Kinetic and thermodynamic analysis of thermo-oxidative degradation of seashell powders with different particle size fractions: compensation effect and iso-equilibrium phenomena

Abstract

The issue of accumulated seashell waste has been increasingly addressed in the studies of its applicability as a secondary source of calcium carbonate. In this work, the mechanism of the thermo-oxidative degradation of two types of mollusk shells (Dosinia exoleta—DE and oyster Ostrea edulis—OE) was investigated using simultaneous thermal analysis. Physicochemical characterization of raw and calcined materials was performed by XRD and SEM techniques.

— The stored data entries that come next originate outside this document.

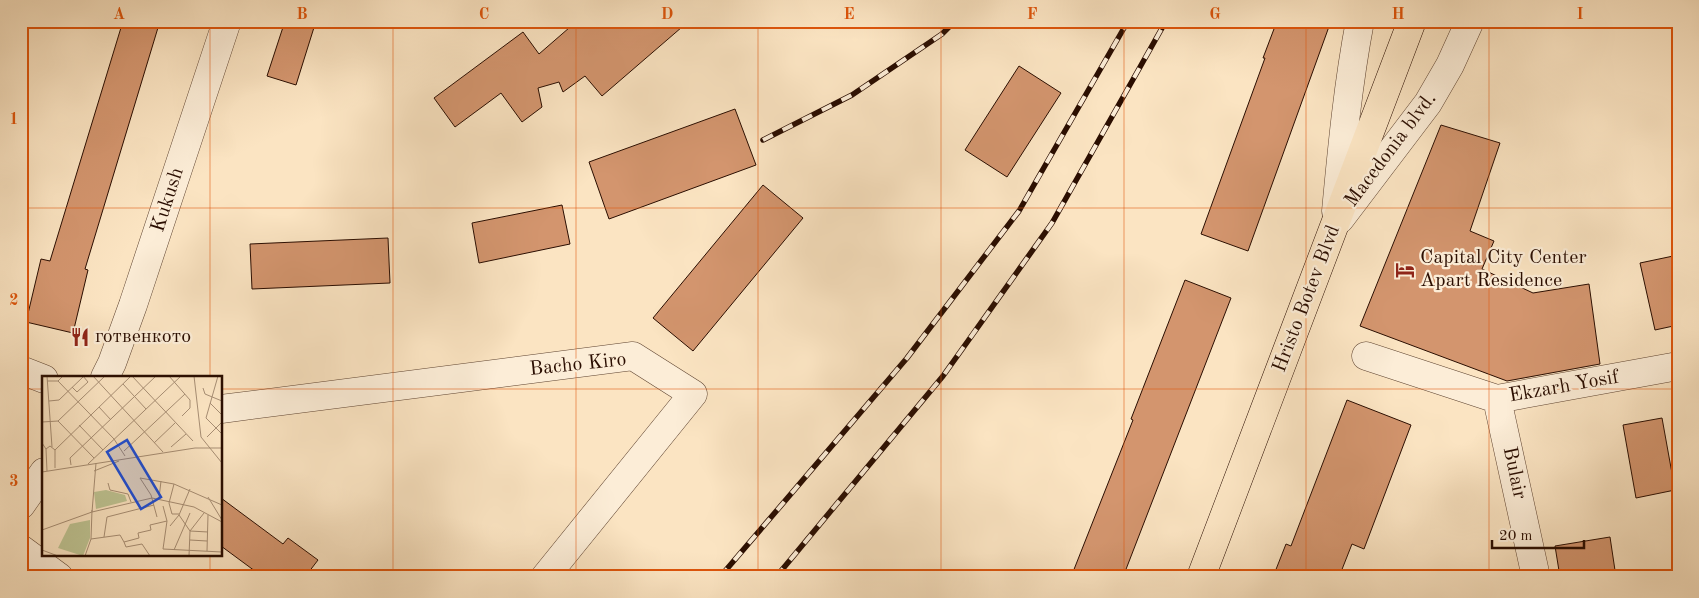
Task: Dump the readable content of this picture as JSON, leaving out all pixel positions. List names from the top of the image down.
{
  "streets": {
    "main road": ["Hristo Botev Blvd"],
    "street": [
      "Macedonia blvd.",
      "Kukush",
      "Bacho Kiro",
      "Ekzarh Yosif",
      "Bulair"
    ]
  },
  "crossings": [
    ["Macedonia blvd.", "Hristo Botev Blvd"],
    ["Ekzarh Yosif", "Bulair"]
  ],
  "places": {
    "hotel": ["Capital City Center Apart Residence"],
    "restaurant": ["готвенкото"]
  },
  "scale_bar": "20 m",
  "grid": {
    "columns": [
      "A",
      "B",
      "C",
      "D",
      "E",
      "F",
      "G",
      "H",
      "I"
    ],
    "rows": ["1", "2", "3"]
  }
}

Results show that increasing powder particle size and heating rate affect the degradation of investigated shells differently and have a significant contribution to released quantities of CO2. It was proposed that the calcination rate of DE powders is determined by the strain-induced collapse of CO2-deficient calcite at its interface with crystalline CaO rods-like structure, with simultaneous expulsion of CO2. A much higher CO2 concentration was identified during the degradation of OE powders, favoring the carbonation reaction and, consequently, increasing the temperature and activation energy of the investigated reaction. Under elevated CO2 concentration, the CaO aggregation step is enhanced by slower reaction kinetics at lower temperatures since both CO2 desorption and structural transformations are probably hindered. The proposed mechanism leads to a meaningful correlation between thermodynamic quantities (enthalpy–entropy compensation) in the form of an iso-kinetic relationship.